Promethean sponsored a great keynote address by Dr. Marzano on Tuesday. While this keynote address was not without some controversy his overall message and the majority of the details he presented were spot on. Even though Promethean's funding of his research and their sponsorship of his address at the conference infuses this research and message with a loaded bias the general message was sensible. What I came away with from his talk was that any teaching strategy done right will produce positive results and that technology can aide us in implementing these strategies and enhance positive outcomes. What matters is training and proper implementation.

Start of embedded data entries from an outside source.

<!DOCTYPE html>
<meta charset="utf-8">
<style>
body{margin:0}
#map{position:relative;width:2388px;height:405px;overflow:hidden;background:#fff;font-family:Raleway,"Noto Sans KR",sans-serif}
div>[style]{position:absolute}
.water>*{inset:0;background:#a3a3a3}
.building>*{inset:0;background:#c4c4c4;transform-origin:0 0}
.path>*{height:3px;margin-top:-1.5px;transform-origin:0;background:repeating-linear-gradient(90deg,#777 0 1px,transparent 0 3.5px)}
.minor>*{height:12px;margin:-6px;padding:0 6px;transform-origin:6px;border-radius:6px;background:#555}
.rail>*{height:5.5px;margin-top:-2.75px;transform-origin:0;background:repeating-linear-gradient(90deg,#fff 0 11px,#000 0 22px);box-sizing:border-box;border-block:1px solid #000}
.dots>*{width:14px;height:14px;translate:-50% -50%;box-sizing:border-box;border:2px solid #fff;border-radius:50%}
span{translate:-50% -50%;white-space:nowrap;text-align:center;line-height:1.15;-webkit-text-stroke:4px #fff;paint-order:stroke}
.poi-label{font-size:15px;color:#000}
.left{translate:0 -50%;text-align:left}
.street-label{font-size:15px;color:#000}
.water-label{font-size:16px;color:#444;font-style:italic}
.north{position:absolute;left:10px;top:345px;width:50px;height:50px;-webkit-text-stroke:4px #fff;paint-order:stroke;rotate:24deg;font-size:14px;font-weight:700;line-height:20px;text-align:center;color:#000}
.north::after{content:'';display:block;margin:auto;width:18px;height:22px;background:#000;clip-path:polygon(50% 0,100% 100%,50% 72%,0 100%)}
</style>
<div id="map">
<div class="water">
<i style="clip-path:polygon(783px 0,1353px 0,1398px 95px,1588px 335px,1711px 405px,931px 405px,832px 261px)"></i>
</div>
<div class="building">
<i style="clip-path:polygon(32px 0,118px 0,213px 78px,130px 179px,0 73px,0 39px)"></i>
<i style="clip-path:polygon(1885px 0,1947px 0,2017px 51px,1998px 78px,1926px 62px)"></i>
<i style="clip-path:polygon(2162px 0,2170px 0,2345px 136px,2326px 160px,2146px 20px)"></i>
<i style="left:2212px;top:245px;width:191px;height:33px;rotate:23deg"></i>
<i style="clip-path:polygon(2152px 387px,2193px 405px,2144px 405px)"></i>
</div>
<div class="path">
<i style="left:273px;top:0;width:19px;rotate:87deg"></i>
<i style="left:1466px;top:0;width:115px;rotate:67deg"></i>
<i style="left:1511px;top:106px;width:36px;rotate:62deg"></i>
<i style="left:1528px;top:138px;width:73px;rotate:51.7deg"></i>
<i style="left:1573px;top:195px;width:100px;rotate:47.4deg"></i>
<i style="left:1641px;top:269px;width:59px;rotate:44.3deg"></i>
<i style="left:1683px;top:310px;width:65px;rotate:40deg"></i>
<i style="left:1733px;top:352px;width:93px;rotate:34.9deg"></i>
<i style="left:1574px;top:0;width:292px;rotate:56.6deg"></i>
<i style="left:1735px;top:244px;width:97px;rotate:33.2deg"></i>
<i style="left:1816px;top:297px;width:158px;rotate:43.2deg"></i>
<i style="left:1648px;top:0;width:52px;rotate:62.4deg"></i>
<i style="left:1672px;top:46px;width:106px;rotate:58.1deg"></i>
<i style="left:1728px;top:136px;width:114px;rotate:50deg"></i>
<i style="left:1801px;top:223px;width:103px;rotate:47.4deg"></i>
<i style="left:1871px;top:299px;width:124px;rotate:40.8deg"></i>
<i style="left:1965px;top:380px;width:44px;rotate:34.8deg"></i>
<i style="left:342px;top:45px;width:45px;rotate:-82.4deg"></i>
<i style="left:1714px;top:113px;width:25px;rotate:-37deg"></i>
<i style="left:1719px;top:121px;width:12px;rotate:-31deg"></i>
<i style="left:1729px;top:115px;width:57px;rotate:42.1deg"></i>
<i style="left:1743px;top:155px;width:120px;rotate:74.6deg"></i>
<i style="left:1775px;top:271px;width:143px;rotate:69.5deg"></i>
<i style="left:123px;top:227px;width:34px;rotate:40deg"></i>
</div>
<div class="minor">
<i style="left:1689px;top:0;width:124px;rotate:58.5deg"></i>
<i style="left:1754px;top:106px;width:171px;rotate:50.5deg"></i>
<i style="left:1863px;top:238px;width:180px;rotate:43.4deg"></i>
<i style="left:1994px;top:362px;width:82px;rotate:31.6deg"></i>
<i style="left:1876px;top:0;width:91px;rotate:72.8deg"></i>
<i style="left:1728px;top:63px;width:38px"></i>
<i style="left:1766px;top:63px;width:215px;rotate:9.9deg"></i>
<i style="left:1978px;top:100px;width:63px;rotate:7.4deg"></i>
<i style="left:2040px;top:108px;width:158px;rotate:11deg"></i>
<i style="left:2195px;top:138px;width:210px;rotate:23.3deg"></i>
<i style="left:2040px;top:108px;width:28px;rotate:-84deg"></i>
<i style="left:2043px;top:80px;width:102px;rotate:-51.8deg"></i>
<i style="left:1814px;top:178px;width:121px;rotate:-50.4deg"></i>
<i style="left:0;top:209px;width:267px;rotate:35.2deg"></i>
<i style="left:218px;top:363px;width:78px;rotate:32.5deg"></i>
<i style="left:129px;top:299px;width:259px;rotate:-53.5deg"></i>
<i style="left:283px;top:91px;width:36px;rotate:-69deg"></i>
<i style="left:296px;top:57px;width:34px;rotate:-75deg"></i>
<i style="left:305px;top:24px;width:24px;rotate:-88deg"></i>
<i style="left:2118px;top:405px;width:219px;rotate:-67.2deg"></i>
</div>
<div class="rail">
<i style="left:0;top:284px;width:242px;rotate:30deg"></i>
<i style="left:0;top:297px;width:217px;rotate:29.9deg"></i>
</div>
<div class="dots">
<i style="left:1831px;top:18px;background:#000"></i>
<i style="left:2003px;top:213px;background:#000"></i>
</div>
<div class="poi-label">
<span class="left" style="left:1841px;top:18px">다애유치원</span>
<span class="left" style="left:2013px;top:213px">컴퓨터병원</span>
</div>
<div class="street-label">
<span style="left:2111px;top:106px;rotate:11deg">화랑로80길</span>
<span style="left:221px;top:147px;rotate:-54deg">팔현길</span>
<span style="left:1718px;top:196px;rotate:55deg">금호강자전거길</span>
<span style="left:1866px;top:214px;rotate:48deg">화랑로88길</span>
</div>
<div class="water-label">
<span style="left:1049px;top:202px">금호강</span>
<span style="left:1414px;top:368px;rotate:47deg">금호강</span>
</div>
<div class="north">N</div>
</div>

Much of what Dr. Marzano said in this keynote validated what I already suspected and believed. However, nothing in his presentation indicated that a his findings would have been different had the teachers in his study only had a projector, nor did they compare results with 1:1 programs. The only mention he had of 1:1 was at the end when he said, "When asked whether we should spend money on Interactive Whiteboards or 1:1 laptops I say why not both?" This clearly indicates that he has no data yet that answers the question of what is better. The problem with this is for the price of an IWB a school could outfit at least five or six classrooms with projectors, set of netbooks, or iPod Touches. Presenting only the research on IWBs and not the others gives Promethean and SMART an advantage plus it may reinforce the teacher-centric model of instruction.
The most interesting thing that happened during this session was what was not happening in the session but on Twitter. Many of us at the conference were tweeting our notes. This gave people like @garystager and @jonbecker an opportunity for push-back even though they were not with us in Minneapolis. Their tweets certainly influenced the Q&A session that followed.